RoboCLIP: One Demonstration is Enough to Learn Robot Policies
Sumedh A Sontakke, Jesse Zhang, Sébastien M. R. Arnold, Karl Pertsch, Erdem Bıyık, Dorsa Sadigh, Chelsea Finn, Laurent Itti
TL;DR
RoboCLIP introduces a one-demonstration imitation learning paradigm that uses pretrained video-and-language models to generate rewards from a single language or video demonstration, eliminating the need for large expert datasets or manual reward engineering. By embedding both the agent’s episode and a task description into a shared VLM latent space and taking their similarity as the reward, RoboCLIP enables online RL (PPO) to learn robust policies across Metaworld and Franka Kitchen with substantially improved zero-shot performance.

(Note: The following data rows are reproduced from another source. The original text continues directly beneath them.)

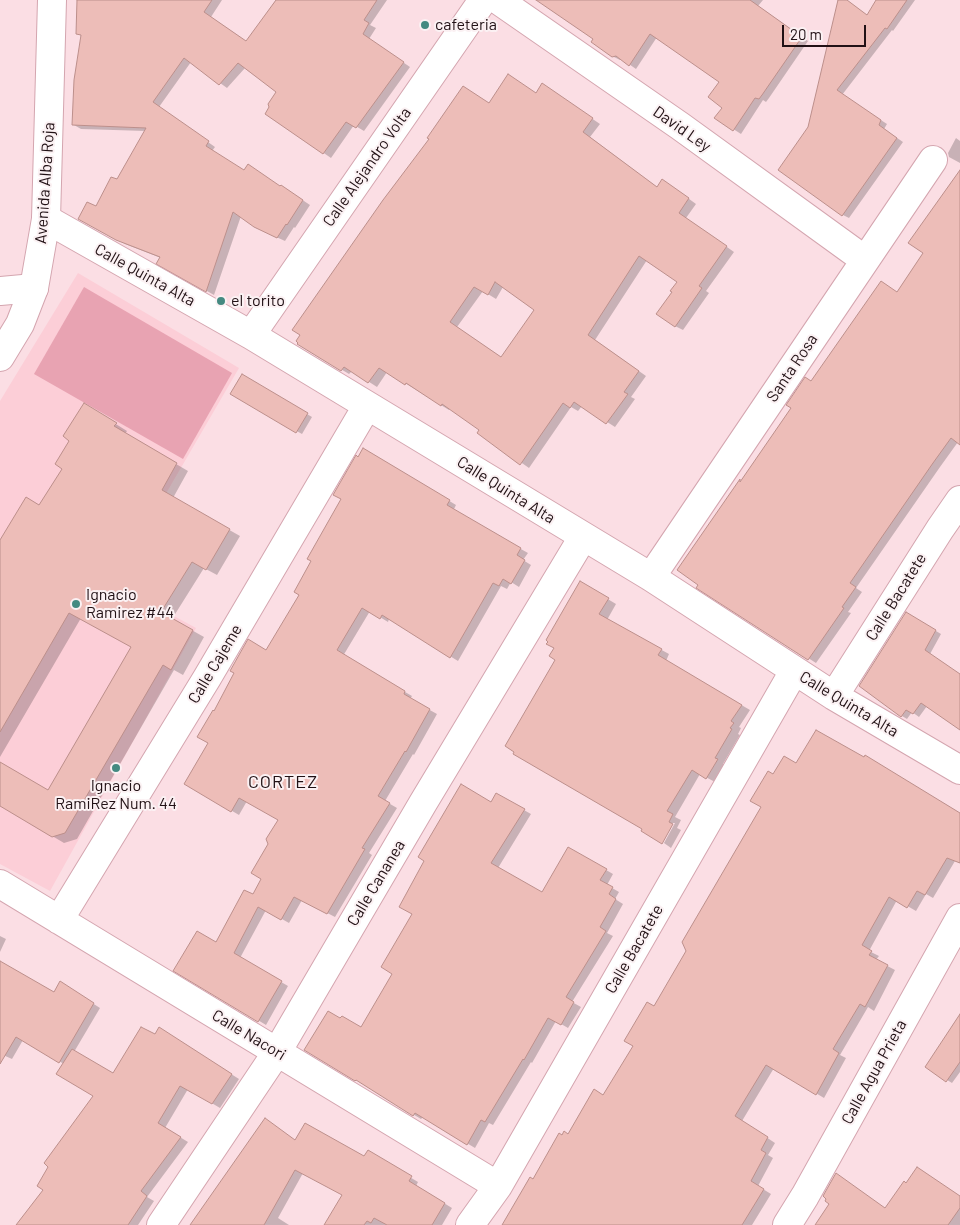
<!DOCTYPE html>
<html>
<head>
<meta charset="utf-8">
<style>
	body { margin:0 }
	#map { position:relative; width:960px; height:1225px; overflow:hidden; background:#fbdee4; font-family:Barlow,sans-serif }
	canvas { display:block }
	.scale { position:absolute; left:782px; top:25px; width:84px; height:22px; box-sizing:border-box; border:2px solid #211115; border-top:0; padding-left:6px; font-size:15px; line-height:18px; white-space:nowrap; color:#211115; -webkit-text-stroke:4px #fbf1f3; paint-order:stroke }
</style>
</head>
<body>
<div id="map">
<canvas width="960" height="1225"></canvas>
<div class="scale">20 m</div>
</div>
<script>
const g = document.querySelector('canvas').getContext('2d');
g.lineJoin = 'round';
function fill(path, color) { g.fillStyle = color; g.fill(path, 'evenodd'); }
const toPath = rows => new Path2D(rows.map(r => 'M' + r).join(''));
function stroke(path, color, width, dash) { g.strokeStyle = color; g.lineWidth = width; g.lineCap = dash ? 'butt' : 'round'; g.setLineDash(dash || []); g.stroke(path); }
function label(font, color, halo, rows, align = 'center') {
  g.font = font + ' Barlow,sans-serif'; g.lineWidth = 4; g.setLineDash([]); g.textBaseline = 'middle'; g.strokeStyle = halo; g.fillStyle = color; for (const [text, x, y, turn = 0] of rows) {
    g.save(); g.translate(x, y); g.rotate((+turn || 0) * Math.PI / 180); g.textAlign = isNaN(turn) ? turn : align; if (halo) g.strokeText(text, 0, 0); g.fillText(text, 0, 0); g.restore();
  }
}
fill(toPath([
	[78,273,239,368,164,497,108,580,196,628,50,891,0,864,0,401]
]), '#fcced7');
fill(toPath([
	[84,287,232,373,183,459,34,374]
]), '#e8a3b2');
fill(toPath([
	[79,0,222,0,211,17,247,42,276,0,387,0,370,25,376,28,369,39,410,67,364,131,354,125,331,158,267,114,277,91,245,68,227,88,191,62,159,107,215,147,212,151,244,171,289,191,310,205,295,228,294,227,285,241,263,231,241,216,214,295,158,263,161,258,125,244,80,219,96,208,117,181,146,131,81,129,74,125,82,36,77,33],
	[539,0,763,0,758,6,808,41,769,98,766,102,763,100,741,134,716,118,724,107,720,82,657,37,636,69,623,60,620,60,612,56,595,39],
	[839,0,846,0,868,16,878,0,915,0,893,31,892,30,842,95,887,124,884,129,903,142,849,218,843,215,809,128],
	[550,90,600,124,590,137,658,188,670,185,696,204,686,218,734,252,706,291,709,293,683,330,675,326,674,292,679,281,647,260,595,340,646,376,631,397,635,399,615,427,582,406,578,411,571,407,529,468,479,433,481,429,450,408,449,410,387,372,377,387,352,371,349,374,299,344,490,104],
	[503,287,536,310,502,358,457,327,483,291,496,299],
	[956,138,960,141,960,163,949,157,948,153],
	[960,172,960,443,958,442,940,467,856,588,862,592,848,612,851,613,816,663,698,588,700,585,679,570,740,481,741,481,812,382,897,293,925,253],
	[243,376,312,417,302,434,231,394],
	[95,411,127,431,125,434,188,471,173,498,240,536,217,575,204,568,172,619,204,637,183,675,174,670,77,839,64,843,0,805,0,763,48,791,132,647,81,618,0,757,0,542,40,507,64,469],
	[364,449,456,505,453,511,528,553,523,560,531,565,519,587,511,582,507,589,501,586,458,661,389,619,388,622,370,611,343,656,412,696,410,699,437,714,414,755,413,754,385,801,397,808,369,853,372,855,335,917,302,900,289,923,266,910,240,958,288,986,266,1025,175,970,216,944,253,896,263,879,269,844,280,820,247,801,239,815,186,784,209,743,214,713,267,651,300,594],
	[581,583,616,604,607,620,669,654,666,661,750,710,739,727,741,728,738,734,740,735,723,764,725,765,715,782,700,774,675,817,681,820,677,828,681,830,671,848,664,843,675,823,672,823,662,842,643,829,557,659,556,648],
	[906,613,941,634,930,654,960,675,960,729,927,706,919,717,912,712,907,719,902,716],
	[796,765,960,814,960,863,955,861,933,898,926,894,916,911,897,900,869,951,879,956,876,960,895,970,874,1011,868,1007,840,1055,846,1058,824,1098,774,1068,742,1121,775,1143,768,1155,773,1158,758,1186,771,1194,752,1225,503,1225,533,1180,568,1136,603,1096,635,1045,654,1008,687,951,763,807,774,775],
	[497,795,531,814,498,868,542,894,568,848,613,874,607,885,619,892,615,899,623,904,607,933,613,936,572,1002,581,1007,568,1028,556,1021,532,1063,531,1062,493,1125,489,1123,475,1148,423,1117,421,1119,356,1080,361,1029],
	[0,936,6,939,0,952],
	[0,962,54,994,61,983,100,1008,74,1052,113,1075,155,1036,166,1033,239,1079,220,1108,188,1089,165,1128,188,1142,147,1197,154,1201,138,1225,17,1225,45,1189,94,1095,64,1064,23,1040,12,1059,3,1055,0,1059],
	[960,1017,960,1072,952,1083,926,1067],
	[296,1141,364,1158,368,1152,418,1182,416,1186,452,1208,442,1225,326,1225,343,1194,303,1173,278,1218,289,1225,192,1225],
	[960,1197,960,1225,821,1225,886,1209]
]), '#0003');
const building = toPath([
	[77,0,212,0,204,12,246,41,276,0,377,0,364,20,369,23,363,34,404,62,356,128,346,122,323,154,265,114,269,107,268,104,276,92,238,63,219,85,184,58,153,102,209,141,206,146,244,170,248,164,280,186,281,185,303,200,287,225,286,224,277,238,254,227,233,212,206,292,156,264,160,257,116,240,78,219,87,202,96,206,111,177,117,179,146,128,72,125,74,80,81,35,76,34,77,0],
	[536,0,750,0,802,37,762,95,759,99,755,98,733,131,714,118,722,108,708,97,719,82,650,34,629,66,616,56,612,57,591,42,593,39,536,0],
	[838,0,847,0,867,15,876,0,907,0,887,29,885,28,837,90,881,120,879,125,897,138,842,216,778,170,808,127,838,0],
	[508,74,536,93,542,83,593,118,583,132,657,187,662,179,689,198,679,213,727,246,699,286,702,288,675,327,656,314,672,292,670,291,677,282,639,256,588,335,639,371,624,392,628,394,606,424,574,402,570,408,563,403,520,465,477,433,479,430,442,404,441,406,406,383,405,385,379,368,368,383,344,367,341,371,297,344,298,343,296,341,300,335,292,330,383,200,429,139,427,138,463,86,489,103,508,74],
	[495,282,534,310,501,357,450,322,474,287,488,295,495,282],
	[960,170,960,445,951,438,933,463,850,583,856,587,842,607,844,608,808,660,696,588,698,585,677,570,740,479,740,482,791,408,786,405,805,377,811,381,881,281,897,292,923,253,908,243,960,170],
	[242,374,308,413,296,433,230,394,242,374],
	[84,403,117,423,114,426,177,463,162,490,230,529,206,570,192,562,161,612,193,630,171,670,163,665,65,833,52,837,0,806,0,762,48,790,131,647,69,613,0,732,0,540,26,497,39,505,62,469,55,464,69,441,63,436,84,403],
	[363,448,450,500,447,505,521,548,517,555,525,560,511,584,503,579,499,586,493,583,450,658,382,615,380,619,362,608,337,650,405,691,404,694,430,709,406,752,405,751,378,796,390,803,362,848,365,849,327,914,294,897,281,920,258,907,234,953,282,981,258,1022,173,971,197,931,216,942,244,890,253,894,261,879,251,873,268,844,266,839,278,820,239,798,231,812,184,784,208,743,197,737,213,710,214,711,234,673,230,671,248,639,266,650,299,595,294,592,311,561,307,559,341,499,333,495,356,455,358,457,363,448],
	[580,581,609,598,599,614,662,649,658,655,742,705,731,721,734,723,730,728,732,729,715,758,718,759,706,779,692,770,667,811,673,814,669,822,673,824,662,844,641,831,642,829,513,754,514,752,505,746,555,660,549,656,554,648,546,644,548,642,546,640,580,581],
	[906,612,936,630,925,650,960,674,960,730,921,703,913,714,906,710,901,717,859,686,906,612],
	[816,730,864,757,865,755,960,813,960,863,947,858,925,895,917,891,907,908,889,897,862,945,872,951,869,955,888,965,865,1007,860,1004,833,1049,839,1053,816,1095,766,1065,735,1116,768,1137,761,1150,766,1153,751,1181,764,1189,742,1225,502,1225,530,1177,533,1179,559,1133,562,1135,564,1131,568,1134,594,1089,603,1095,633,1046,624,1041,647,1002,654,1006,686,951,682,942,761,807,750,801,768,771,773,774,784,756,796,763,816,730],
	[461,784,491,802,496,793,525,809,491,863,542,892,568,847,607,869,600,880,613,887,609,894,616,899,600,927,606,931,566,997,574,1002,561,1025,548,1018,524,1060,523,1059,485,1122,481,1120,467,1145,415,1113,413,1116,356,1080,355,1081,304,1050,328,1011,340,1018,342,1016,361,1027,392,974,381,967,412,914,399,907,424,861,418,857,461,784],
	[0,961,54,992,60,981,94,1003,59,1063,16,1037,0,1064,0,961],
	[960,1014,960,1062,946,1082,925,1067,960,1014],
	[141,1027,155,1034,159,1027,232,1074,212,1104,180,1086,158,1123,181,1137,141,1191,147,1196,128,1225,16,1225,43,1190,37,1186,48,1167,44,1163,93,1096,56,1074,72,1049,113,1073,141,1027],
	[265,1118,295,1140,305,1123,364,1156,368,1150,412,1176,409,1181,445,1203,432,1225,387,1225,374,1218,371,1223,367,1221,364,1225,324,1225,342,1195,295,1170,264,1225,190,1225,265,1118],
	[917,1167,960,1196,960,1208,948,1225,815,1225,829,1204,825,1201,826,1199,823,1196,836,1173,885,1208,904,1181,906,1183,917,1167]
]);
fill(building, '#edbdb8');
stroke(building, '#bc8f8b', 1);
const minor = toPath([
	[498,0,680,126,865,260],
	[46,219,251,335,651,577,834,696,960,770],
	[0,291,34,288],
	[251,335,483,0],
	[651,577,933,160],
	[834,696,940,529,960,500],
	[0,884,498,1186],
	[59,920,207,678,367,406],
	[161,1225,277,1052,423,803,583,537],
	[470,1225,498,1186,794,671],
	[787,1225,805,1196,960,918]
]);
const major = toPath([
	[0,357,20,324,34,288,46,219,52,0]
]);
stroke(minor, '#d4a5af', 30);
stroke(major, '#d4a5af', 30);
stroke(minor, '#fff', 28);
stroke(major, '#fff', 28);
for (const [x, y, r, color] of [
	[425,25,5,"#448a81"],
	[221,301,5,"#448a81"],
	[76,604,5,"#448a81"],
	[116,768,5,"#448a81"]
]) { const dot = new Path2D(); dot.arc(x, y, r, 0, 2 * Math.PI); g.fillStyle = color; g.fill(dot); stroke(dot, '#fbf1f3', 2); }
label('16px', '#211115', '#fbf1f3', [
	["cafeteria",435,25],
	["el torito",231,301],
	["Ignacio",86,595],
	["Ramirez #44",86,613],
	["Ignacio",116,786,"center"],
	["RamiRez Num. 44",116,804,"center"]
], 'left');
label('16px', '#211115', '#fbf1f3', [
	["David Ley",682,129,35],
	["Calle Alejandro Volta",367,167,-55],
	["Avenida Alba Roja",45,183,-86],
	["Calle Quinta Alta",145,275,29],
	["Santa Rosa",792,368,-56],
	["Calle Quinta Alta",506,490,32],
	["Calle Bacatete",896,597,-58],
	["Calle Cajeme",215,664,-59],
	["Calle Quinta Alta",849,704,31],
	["Calle Cananea",376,883,-59],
	["Calle Bacatete",634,949,-60],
	["Calle Nacori",249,1035,31],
	["Calle Agua Prieta",874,1072,-61]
]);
g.letterSpacing = '1px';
label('18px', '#211115', '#fbf1f3', [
	["CORTEZ",283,782]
]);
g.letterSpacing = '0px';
</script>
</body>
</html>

The approach supports language-conditioned rewards, in-domain and out-of-domain video demonstrations, and multimodal task specifications, and demonstrates that a single demonstration can yield competitive or superior results with optional finetuning on true task rewards. The findings highlight the practical potential of leveraging large VLMs for reward generation, enabling flexible task specification and reducing annotation burden, while also acknowledging potential biases and stability challenges in real-world deployments.
Abstract
Reward specification is a notoriously difficult problem in reinforcement learning, requiring extensive expert supervision to design robust reward functions. Imitation learning (IL) methods attempt to circumvent these problems by utilizing expert demonstrations but typically require a large number of in-domain expert demonstrations. Inspired by advances in the field of Video-and-Language Models (VLMs), we present RoboCLIP, an online imitation learning method that uses a single demonstration (overcoming the large data requirement) in the form of a video demonstration or a textual description of the task to generate rewards without manual reward function design. Additionally, RoboCLIP can also utilize out-of-domain demonstrations, like videos of humans solving the task for reward generation, circumventing the need to have the same demonstration and deployment domains. RoboCLIP utilizes pretrained VLMs without any finetuning for reward generation. Reinforcement learning agents trained with RoboCLIP rewards demonstrate 2-3 times higher zero-shot performance than competing imitation learning methods on downstream robot manipulation tasks, doing so using only one video/text demonstration.